We’re all a team here and I’ll test my menus, they’ll give me honest feedback, and they come to me with ideas and we try those too. We spent 2-3 weeks testing all the foods before we opened, so I know I trust them and value their feedback. Everyone here loves food, and more importantly everyone loves homemade food.
What has been your biggest barrier to date?
Hmm… I’d say it’s finding time to do everything. You want to do so much, but you’ve only got so much time. We’d love to be looking at doing takeaways and outside catering, but it feels sometimes like we’re one person trying to do it all and it’s not realistic. We will get there though, but there’s not enough hours in the day to get around to everything and that’s probably what I’d struggle with most.
Have you had any mentors along the way?
Blaithnaid who I did the course with in Abbeyleix was a really good mentor to me. This was obviously a dream of mine but I didn’t want to just jump right into it. She really stood out to me as someone who knew how to go about it and thinks everything through. I definitely couldn’t have done it wihout that course. It just gave me such an insight into that industry.
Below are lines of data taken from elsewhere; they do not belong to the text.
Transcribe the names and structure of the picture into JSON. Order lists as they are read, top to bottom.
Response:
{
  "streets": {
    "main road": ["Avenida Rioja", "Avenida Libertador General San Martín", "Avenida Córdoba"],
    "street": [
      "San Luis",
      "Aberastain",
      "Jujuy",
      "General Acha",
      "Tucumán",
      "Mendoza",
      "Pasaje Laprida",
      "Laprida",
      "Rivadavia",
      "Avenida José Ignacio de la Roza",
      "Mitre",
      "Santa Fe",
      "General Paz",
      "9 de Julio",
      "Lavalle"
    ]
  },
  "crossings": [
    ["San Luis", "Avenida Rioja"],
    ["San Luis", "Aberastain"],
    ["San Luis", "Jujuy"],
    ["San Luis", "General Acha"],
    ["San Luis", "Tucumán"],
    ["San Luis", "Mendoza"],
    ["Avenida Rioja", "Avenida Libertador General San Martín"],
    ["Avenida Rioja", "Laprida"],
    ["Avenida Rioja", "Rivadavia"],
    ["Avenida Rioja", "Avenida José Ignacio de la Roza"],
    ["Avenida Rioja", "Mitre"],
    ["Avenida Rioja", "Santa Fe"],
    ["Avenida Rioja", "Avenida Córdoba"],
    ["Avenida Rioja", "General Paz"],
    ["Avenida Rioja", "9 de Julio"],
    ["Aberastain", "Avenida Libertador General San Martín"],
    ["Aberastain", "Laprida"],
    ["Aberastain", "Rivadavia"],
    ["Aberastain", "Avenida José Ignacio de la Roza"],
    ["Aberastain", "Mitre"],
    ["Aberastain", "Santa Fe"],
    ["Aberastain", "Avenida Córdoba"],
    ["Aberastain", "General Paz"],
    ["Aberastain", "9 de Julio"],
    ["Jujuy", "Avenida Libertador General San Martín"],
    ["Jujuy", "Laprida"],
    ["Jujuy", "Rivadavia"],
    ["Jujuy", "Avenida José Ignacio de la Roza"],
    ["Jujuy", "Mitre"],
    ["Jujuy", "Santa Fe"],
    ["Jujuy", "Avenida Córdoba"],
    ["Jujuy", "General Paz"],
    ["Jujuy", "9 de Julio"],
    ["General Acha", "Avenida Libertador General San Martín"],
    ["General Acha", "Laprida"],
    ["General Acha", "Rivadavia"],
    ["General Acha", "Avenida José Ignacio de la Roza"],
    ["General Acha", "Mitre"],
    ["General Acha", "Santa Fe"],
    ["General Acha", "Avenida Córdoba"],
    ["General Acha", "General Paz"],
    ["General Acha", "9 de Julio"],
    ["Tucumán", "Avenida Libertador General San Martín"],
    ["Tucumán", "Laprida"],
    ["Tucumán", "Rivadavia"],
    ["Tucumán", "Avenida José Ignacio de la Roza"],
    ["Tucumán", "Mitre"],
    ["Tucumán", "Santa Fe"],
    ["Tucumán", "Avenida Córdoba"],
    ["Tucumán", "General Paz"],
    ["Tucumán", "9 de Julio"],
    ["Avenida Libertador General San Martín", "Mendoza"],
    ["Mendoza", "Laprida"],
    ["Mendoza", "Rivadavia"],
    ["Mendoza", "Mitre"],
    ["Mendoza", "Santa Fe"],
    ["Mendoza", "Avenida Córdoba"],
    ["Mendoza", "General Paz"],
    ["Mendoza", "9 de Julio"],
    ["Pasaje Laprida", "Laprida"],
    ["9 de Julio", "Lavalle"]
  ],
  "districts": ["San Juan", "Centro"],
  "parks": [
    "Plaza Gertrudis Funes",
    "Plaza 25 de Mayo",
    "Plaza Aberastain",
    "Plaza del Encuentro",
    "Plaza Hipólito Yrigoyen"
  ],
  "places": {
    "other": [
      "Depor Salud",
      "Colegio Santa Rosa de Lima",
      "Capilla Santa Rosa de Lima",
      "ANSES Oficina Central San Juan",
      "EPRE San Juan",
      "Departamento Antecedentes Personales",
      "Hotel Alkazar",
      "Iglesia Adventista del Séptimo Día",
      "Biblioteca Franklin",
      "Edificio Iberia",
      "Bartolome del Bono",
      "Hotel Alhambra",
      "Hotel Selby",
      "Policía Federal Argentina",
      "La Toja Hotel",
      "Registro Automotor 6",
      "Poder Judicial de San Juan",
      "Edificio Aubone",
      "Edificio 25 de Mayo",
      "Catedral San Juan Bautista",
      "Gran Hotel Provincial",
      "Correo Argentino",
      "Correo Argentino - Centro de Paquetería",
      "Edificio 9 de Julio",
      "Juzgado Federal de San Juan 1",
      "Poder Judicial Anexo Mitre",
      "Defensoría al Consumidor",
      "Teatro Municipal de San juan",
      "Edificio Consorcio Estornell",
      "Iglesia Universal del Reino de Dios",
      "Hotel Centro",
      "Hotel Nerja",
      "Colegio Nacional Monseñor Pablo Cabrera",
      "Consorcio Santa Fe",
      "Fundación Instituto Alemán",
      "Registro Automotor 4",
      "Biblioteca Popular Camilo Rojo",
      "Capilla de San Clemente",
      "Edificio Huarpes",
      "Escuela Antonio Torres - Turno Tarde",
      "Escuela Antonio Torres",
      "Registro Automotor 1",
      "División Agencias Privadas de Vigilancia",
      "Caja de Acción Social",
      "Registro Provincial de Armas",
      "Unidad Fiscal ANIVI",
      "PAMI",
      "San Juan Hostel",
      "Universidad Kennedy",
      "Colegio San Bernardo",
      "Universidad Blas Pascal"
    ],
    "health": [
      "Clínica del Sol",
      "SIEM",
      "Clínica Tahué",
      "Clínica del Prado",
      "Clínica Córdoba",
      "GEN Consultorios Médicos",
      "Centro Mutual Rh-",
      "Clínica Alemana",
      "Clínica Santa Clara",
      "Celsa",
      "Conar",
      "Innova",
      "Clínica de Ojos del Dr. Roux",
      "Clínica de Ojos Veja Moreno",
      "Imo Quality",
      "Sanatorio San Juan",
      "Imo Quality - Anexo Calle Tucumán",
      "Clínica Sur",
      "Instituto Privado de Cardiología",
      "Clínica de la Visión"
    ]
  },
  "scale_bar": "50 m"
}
I also did some work experience in the Pepper Pot in Dublin. I just love their standard of food, and it’s what I aim for. I’m still going on about their scrambled eggs to this day! The girls who run it are so lovely. It really struck a chord with me that they’re both really young, but in three years they’d already built up their business, and look what they’ve achieved so far. Their passion just rubs off on you.
What’s the best piece of advice you’ve been given?
It was from the girls in the Pepper Pot. They told me never to compromise on what’s really important. They taught me not to compromise on the quality of my food. Homemade is obviously a lot more expensive with ingredients than buying in, but I knew that’s what I wanted in order to stand out. At the start I had to talk to Peter and convince him that homemade was better and would pay off in the long-run, but he really appreciates that now.
You have to be able to establish yourself and then the customers will come. Like I make the jams, and Stephen is here at 5am every morning making fresh bread. But I think that’s what really makes the difference and why we’re different to all the other little coffee shops around town. We don’t buy in anything, and everyone seems to really enjoy the homemade taste.
What’s been your greatest moment since opening your doors?
I think when people just love the food, that’s the best feeling. If someone comes in and loves the place, the food, the coffee, you can breathe a sigh of relief. It’s just really nice to hear that. We’re newly opened and I try to invite feedback as much as possible. Like my mum told me last night that a friend of a friend she works with had been in the café and loved the food, and was telling her she thought it was delicious. That’s what I’m really aiming for, and it’s great to hear.
We’re starting to build up a really nice steady base of customers, and just knowing that people really love the food, well that’s the feedback you really want to hear.